**WHAT IS BEING ASKED**
For the entries below, report every line that includes the word "fillStyle".

Stored data entries:
········

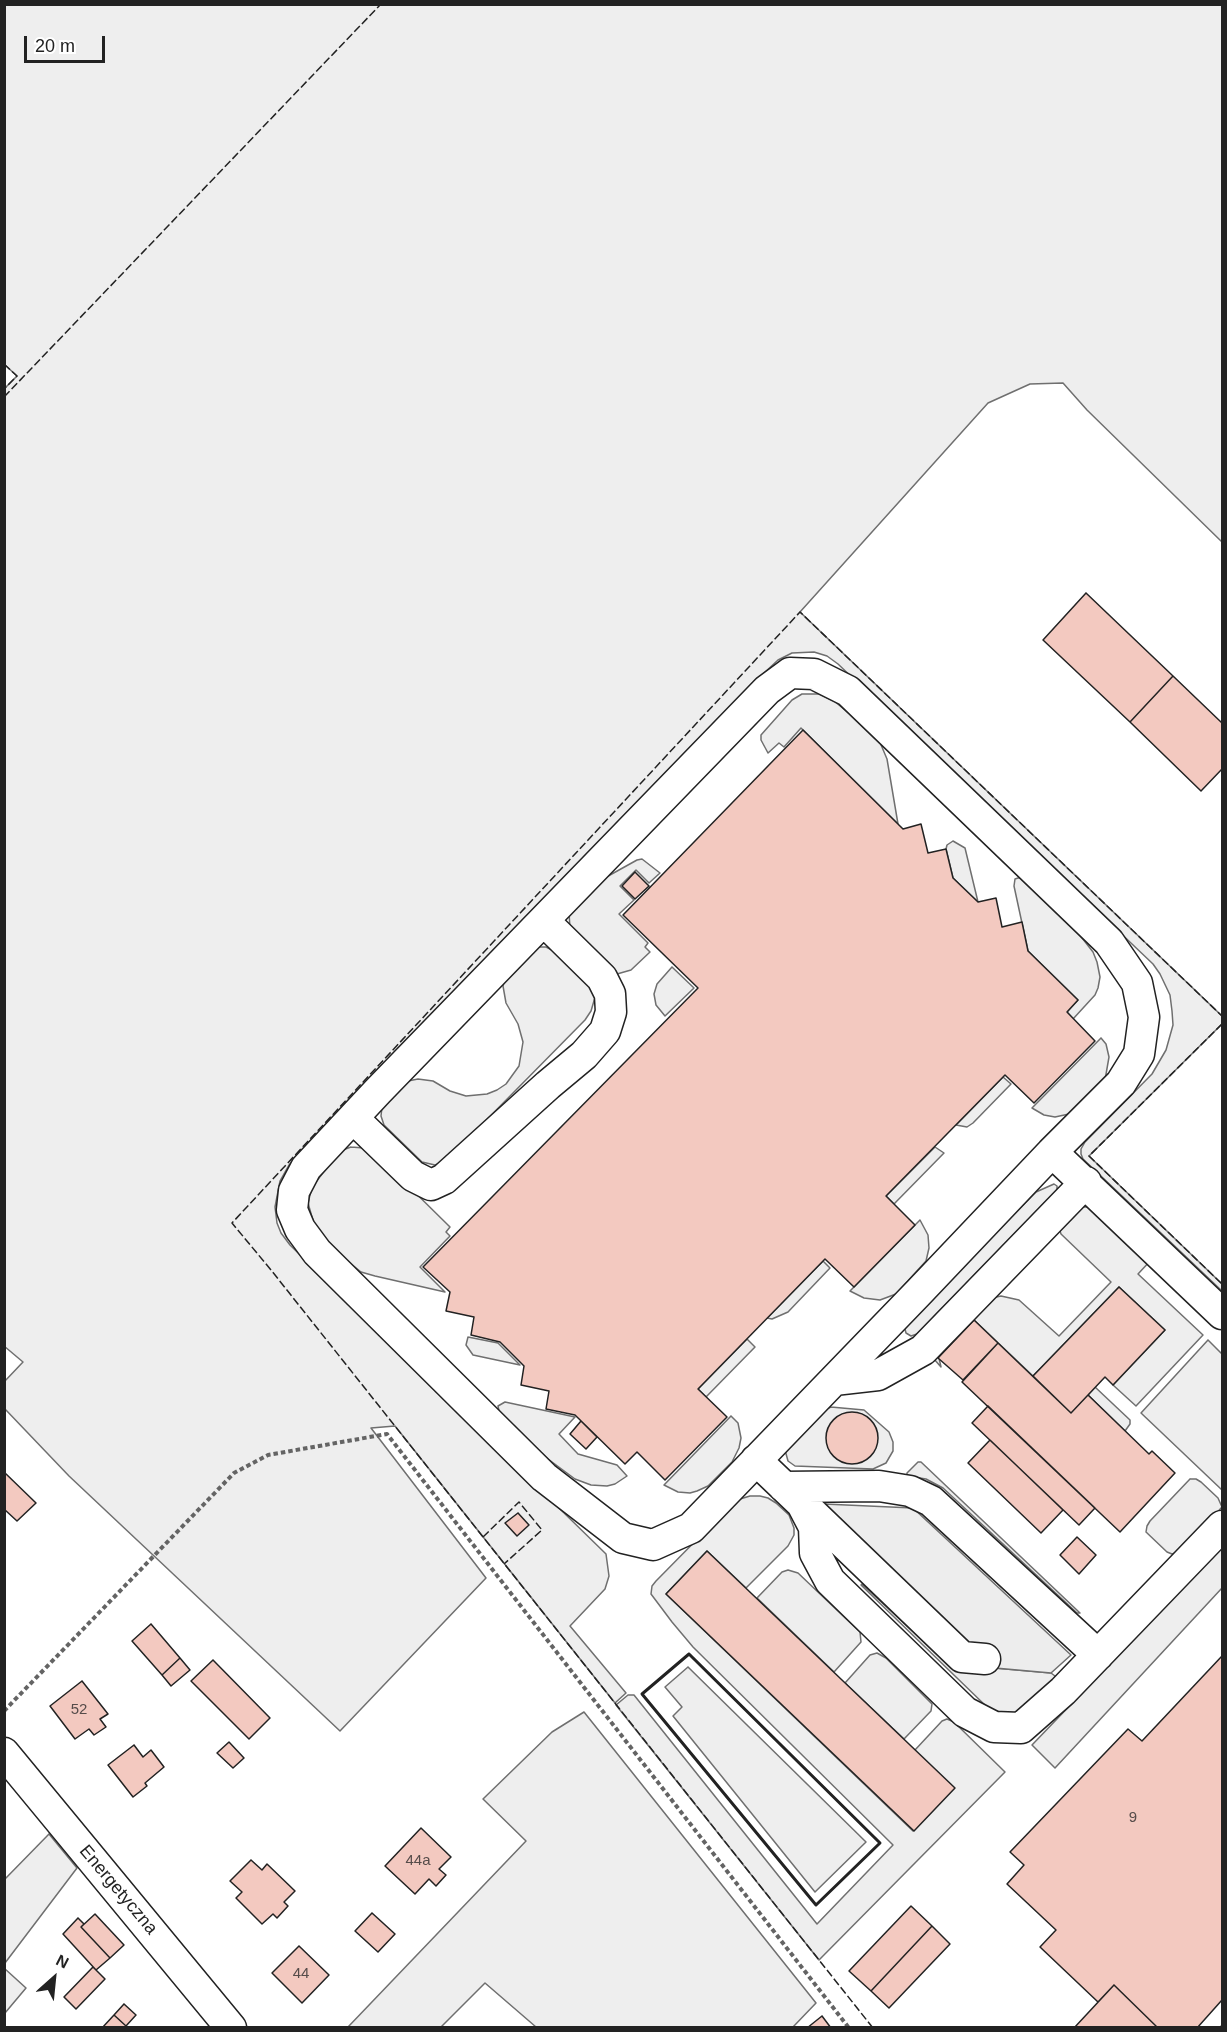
<!DOCTYPE html>
<html>
<head>
<meta charset="utf-8">
<style>
	body { margin:0 }
	#map { position:relative; width:1227px; height:2032px; overflow:hidden; background:#fff; font-family:Helvetica,sans-serif }
	canvas { display:block }
	.frame { position:absolute; inset:0; border:6px solid #222; pointer-events:none }
	.north { position:absolute; left:24px; top:1948px; width:60px; height:60px; -webkit-text-stroke:4px #fff; paint-order:stroke; rotate:27deg; font-size:16px; font-weight:700; line-height:24px; text-align:center; color:#222 }
	.north::after { content:''; display:block; margin:auto; width:21px; height:27px; background:#222; clip-path:polygon(50% 0,100% 100%,50% 72%,0 100%) }
	.scale { position:absolute; left:24px; top:36px; width:81px; height:27px; box-sizing:border-box; border:3px solid #222; border-top:0; padding-left:8px; font-size:18px; line-height:21px; white-space:nowrap; color:#222; -webkit-text-stroke:4px #fff; paint-order:stroke }
</style>
</head>
<body>
<div id="map">
<canvas width="1227" height="2032"></canvas>
<div class="frame"></div>
<div class="north">N</div>
<div class="scale">20 m</div>
</div>
<script>
const c = document.querySelector('canvas').getContext('2d');
c.lineJoin = 'round';
function fillPath(path, color) { c.fillStyle = color; c.fill(path, 'evenodd'); }
const toPath = rows => new Path2D(rows.map(r => 'M' + r).join(''));
function trace(path, color, width, dash) { c.strokeStyle = color; c.lineWidth = width; c.lineCap = dash ? 'butt' : 'round'; c.setLineDash(dash || []); c.stroke(path); }
function drawText(font, color, halo, rows, align = 'center') {
  c.font = font + ' Helvetica,sans-serif'; c.lineWidth = 4.5; c.setLineDash([]); c.textBaseline = 'middle'; c.strokeStyle = halo; c.fillStyle = color; for (const [text, x, y, turn = 0] of rows) {
    c.save(); c.translate(x, y); c.rotate((+turn || 0) * Math.PI / 180); c.textAlign = isNaN(turn) ? turn : align; if (halo) c.strokeText(text, 0, 0); c.fillText(text, 0, 0); c.restore();
  }
}
const green = toPath([
	[5,5,1222,5,1222,542,1087,410,1063,383,1030,384,988,403,800,612,1222,1016,1222,1024,1089,1156,1222,1284,1222,1291,1083,1159,1081,1154,1081,1149,1085,1142,1152,1074,1166,1050,1173,1025,1172,1011,1170,995,1160,974,1153,964,838,664,827,656,814,652,792,653,778,660,763,674,289,1165,280,1181,275,1207,277,1223,281,1233,290,1245,606,1554,609,1576,605,1589,570,1626,626,1693,615,1703,395,1426,371,1428,486,1578,340,1731,69,1476,5,1409,4,1382,23,1362,4,1346,4,389,17,376,4,364,5,5],
	[802,694,819,694,834,701,871,731,879,740,887,759,898,824,801,728,784,747,779,743,768,753,761,740,761,735,792,700,802,694],
	[953,841,965,848,978,902,953,878,946,849,947,845,953,841],
	[642,859,660,873,649,883,636,870,620,886,634,900,619,914,648,943,645,947,650,952,631,970,617,974,570,929,569,912,601,880,637,860,642,859],
	[1018,878,1023,878,1072,925,1093,952,1097,962,1100,977,1098,988,1095,995,1073,1019,1067,1012,1078,1000,1028,951,1014,886,1015,879,1018,878],
	[535,947,546,947,552,950,593,988,596,994,591,1011,585,1020,446,1161,435,1165,422,1162,384,1125,381,1116,382,1107,408,1081,418,1079,433,1081,450,1091,466,1096,487,1094,497,1090,506,1084,519,1066,523,1042,518,1024,506,1003,503,986,505,978,535,947],
	[672,967,694,988,665,1016,656,1005,654,994,657,984,672,967],
	[1101,1038,1106,1044,1109,1057,1105,1080,1069,1114,1055,1117,1044,1115,1032,1108,1101,1038],
	[1003,1077,1011,1084,973,1123,967,1127,956,1125,1003,1077],
	[351,1147,364,1148,376,1154,450,1227,446,1232,450,1236,420,1267,445,1292,375,1276,361,1272,335,1251,314,1224,308,1203,312,1187,340,1151,351,1147],
	[935,1147,944,1153,894,1204,886,1196,935,1147],
	[1054,1184,1057,1186,1057,1190,917,1334,911,1336,906,1333,905,1329,907,1323,1036,1192,1054,1184],
	[1082,1207,1089,1207,1152,1259,1138,1274,1203,1335,1136,1406,1113,1385,1165,1330,1119,1287,1033,1376,974,1320,939,1358,941,1367,934,1359,992,1298,1001,1296,1019,1300,1059,1336,1111,1282,1061,1234,1059,1228,1082,1207],
	[920,1220,928,1235,929,1248,926,1261,896,1294,880,1300,864,1298,850,1291,920,1220],
	[823,1261,830,1268,788,1312,772,1319,767,1318,823,1261],
	[468,1337,498,1343,520,1365,473,1355,466,1345,468,1337],
	[747,1339,755,1347,706,1397,698,1389,747,1339],
	[1208,1340,1222,1354,1222,1490,1141,1413,1208,1340],
	[1095,1387,1130,1420,1130,1424,1125,1431,1088,1395,1095,1387],
	[505,1402,575,1417,559,1434,578,1454,617,1465,627,1476,615,1484,607,1486,591,1485,575,1479,548,1459,500,1416,498,1406,505,1402],
	[831,1407,864,1410,889,1432,893,1442,893,1451,886,1463,873,1469,795,1466,788,1461,785,1450,824,1410,831,1407],
	[731,1416,738,1423,741,1438,739,1448,732,1462,708,1486,697,1491,690,1493,678,1492,664,1485,731,1416],
	[918,1462,921,1462,1080,1613,1077,1613,943,1488,926,1479,907,1476,907,1473,918,1462],
	[1190,1479,1196,1479,1201,1482,1218,1498,1222,1507,1182,1551,1172,1554,1167,1552,1146,1532,1147,1526,1150,1521,1190,1479],
	[750,1496,760,1496,768,1498,776,1503,789,1515,794,1528,794,1535,788,1546,746,1588,707,1551,666,1594,913,1831,915,1750,942,1721,947,1719,954,1722,1005,1772,819,1960,616,1705,628,1695,634,1695,817,1924,893,1845,693,1647,672,1622,651,1594,652,1586,656,1581,723,1513,740,1499,750,1496],
	[1222,1547,1222,1588,1055,1768,1032,1745,1222,1547],
	[788,1570,798,1573,860,1632,861,1642,834,1672,757,1598,782,1572,788,1570],
	[862,1584,948,1664,1051,1673,1055,1676,1055,1679,1023,1711,1013,1714,995,1711,988,1708,861,1585,862,1584],
	[877,1653,886,1658,932,1704,931,1711,904,1739,845,1683,870,1655,877,1653],
	[688,1667,866,1842,815,1892,673,1716,682,1707,665,1687,688,1667],
	[584,1712,816,2003,793,2027,536,2027,485,1983,441,2027,348,2027,526,1841,483,1799,552,1732,584,1712],
	[49,1834,77,1868,5,1963,5,1879,49,1834],
	[4,1968,26,1988,5,2013,4,2013,4,1968]
]);
fillPath(green, '#eee');
trace(green, '#6f6f6f', 1.5);
const parking = toPath([
	[824,1504,913,1508,1071,1655,1051,1673,995,1668,824,1504]
]);
fillPath(parking, '#ededed');
trace(parking, '#6f6f6f', 1.5);
const building = toPath([
	[1086,593,1173,676,1130,722,1043,640,1086,593],
	[1173,676,1222,723,1222,769,1201,791,1130,722,1173,676],
	[803,730,903,829,921,824,928,853,946,849,953,878,978,902,996,898,1002,927,1022,922,1028,951,1078,1000,1067,1012,1095,1041,1034,1103,1005,1075,886,1196,915,1225,854,1287,825,1259,698,1389,727,1417,665,1480,637,1452,625,1464,575,1415,546,1409,549,1391,521,1385,524,1366,500,1342,471,1335,474,1317,446,1311,450,1292,423,1267,698,988,623,915,803,730],
	[635,872,649,886,635,899,622,886,635,872],
	[1119,1287,1165,1330,1113,1385,1105,1377,1071,1413,1033,1376,1119,1287],
	[974,1320,998,1343,963,1380,938,1358,974,1320],
	[998,1343,1071,1413,1088,1395,1149,1454,1152,1451,1175,1473,1120,1532,962,1382,998,1343],
	[988,1406,1095,1508,1079,1525,972,1423,988,1406],
	'826 1438a26 26 0 1 1 52 0a26 26 0 1 1-52 0Z',
	[581,1421,597,1437,586,1449,570,1434,581,1421],
	[990,1440,1063,1510,1041,1533,968,1463,990,1440],
	[4,1472,36,1503,17,1521,4,1509,4,1472],
	[518,1513,529,1525,517,1536,505,1523,518,1513],
	[1077,1537,1096,1555,1079,1574,1060,1555,1077,1537],
	[707,1551,955,1788,914,1831,666,1594,707,1551],
	[151,1624,180,1658,162,1675,132,1641,151,1624],
	[1222,1656,1222,2000,1197,2028,1158,2028,1114,1985,1098,2002,1040,1947,1056,1930,1007,1884,1024,1865,1010,1852,1128,1729,1142,1741,1222,1656],
	[180,1658,190,1670,171,1686,162,1675,180,1658],
	[213,1660,270,1718,249,1739,191,1681,213,1660],
	[82,1681,108,1714,100,1719,106,1727,94,1735,89,1729,75,1739,50,1706,82,1681],
	[229,1742,244,1758,233,1768,217,1753,229,1742],
	[134,1745,143,1757,151,1750,164,1767,145,1783,147,1786,133,1797,108,1765,134,1745],
	[421,1828,451,1857,439,1869,446,1875,436,1886,429,1879,415,1894,385,1866,421,1828],
	[251,1860,262,1870,267,1864,295,1891,284,1902,288,1906,277,1918,273,1914,262,1924,236,1898,242,1892,230,1881,251,1860],
	[911,1906,932,1926,871,1991,849,1971,911,1906],
	[372,1913,395,1934,378,1952,355,1931,372,1913],
	[95,1914,124,1945,110,1958,81,1927,95,1914],
	[78,1918,84,1924,81,1927,110,1958,96,1970,63,1934,78,1918],
	[932,1926,950,1944,889,2008,871,1991,932,1926],
	[299,1946,329,1975,302,2003,272,1973,299,1946],
	[93,1967,105,1979,76,2009,64,1997,93,1967],
	[1114,1985,1158,2028,1074,2028,1114,1985],
	[124,2004,136,2015,126,2026,114,2015,124,2004],
	[114,2015,126,2026,125,2028,102,2028,114,2015],
	[822,2016,831,2028,807,2028,822,2016]
]);
fillPath(building, '#f3c9c0');
trace(building, '#222', 1.5);
const minor = toPath([
	[790,673,814,674,848,691,1109,942,1137,983,1144,1017,1139,1054,1121,1083,1052,1152,919,1292,691,1528,653,1545,623,1538,544,1477,317,1252,300,1229,292,1210,294,1191,306,1168,378,1091,767,690,790,673],
	[353,1118,413,1176,431,1185,444,1179,548,1085,584,1055,605,1031,611,1012,610,994,602,978,544,921],
	[1052,1152,1222,1314],
	[834,1380,878,1375,923,1350,1086,1182],
	[756,1460,802,1504,814,1527,815,1553,830,1581,965,1712,994,1727,1021,1728,1063,1691,1222,1526],
	[784,1487,879,1486,910,1491,931,1501,1098,1655],
	[807,1508,962,1657,985,1659],
	[4,1753,231,2028]
]);
trace(minor, '#222', 33);
trace(toPath([
	[4,1711,234,1473,268,1455,387,1434,849,2028]
]), '#646464', 4, [4.5, 3]);
trace(minor, '#fff', 30);
trace(toPath([
	[4,364,17,376,4,389],
	[4,397,381,4],
	[1222,1024,1089,1156,1222,1284],
	[483,1537,519,1502,542,1530,504,1564],
	[873,2028,271,1270,232,1223,800,612,1222,1016],
	[1220,2028,1222,2025]
]), '#222', 1.5, [8, 3]);
trace(toPath([
	[689,1654,880,1843,816,1905,642,1694,689,1654]
]), '#222', 3);
drawText('15px', '#564c4a', null, [
	["52",79,1710],
	["9",1133,1818],
	["44a",418,1861],
	["44",301,1974]
]);
drawText('18px', '#222', '#fff', [
	["Energetyczna",118,1890,50]
]);
</script>
</body>
</html>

········

**OUTPUT FOR THIS EXERCISE**
function fillPath(path, color) { c.fillStyle = color; c.fill(path, 'evenodd'); }
  c.font = font + ' Helvetica,sans-serif'; c.lineWidth = 4.5; c.setLineDash([]); c.textBaseline = 'middle'; c.strokeStyle = halo; c.fillStyle = color; for (const [text, x, y, turn = 0] of rows) {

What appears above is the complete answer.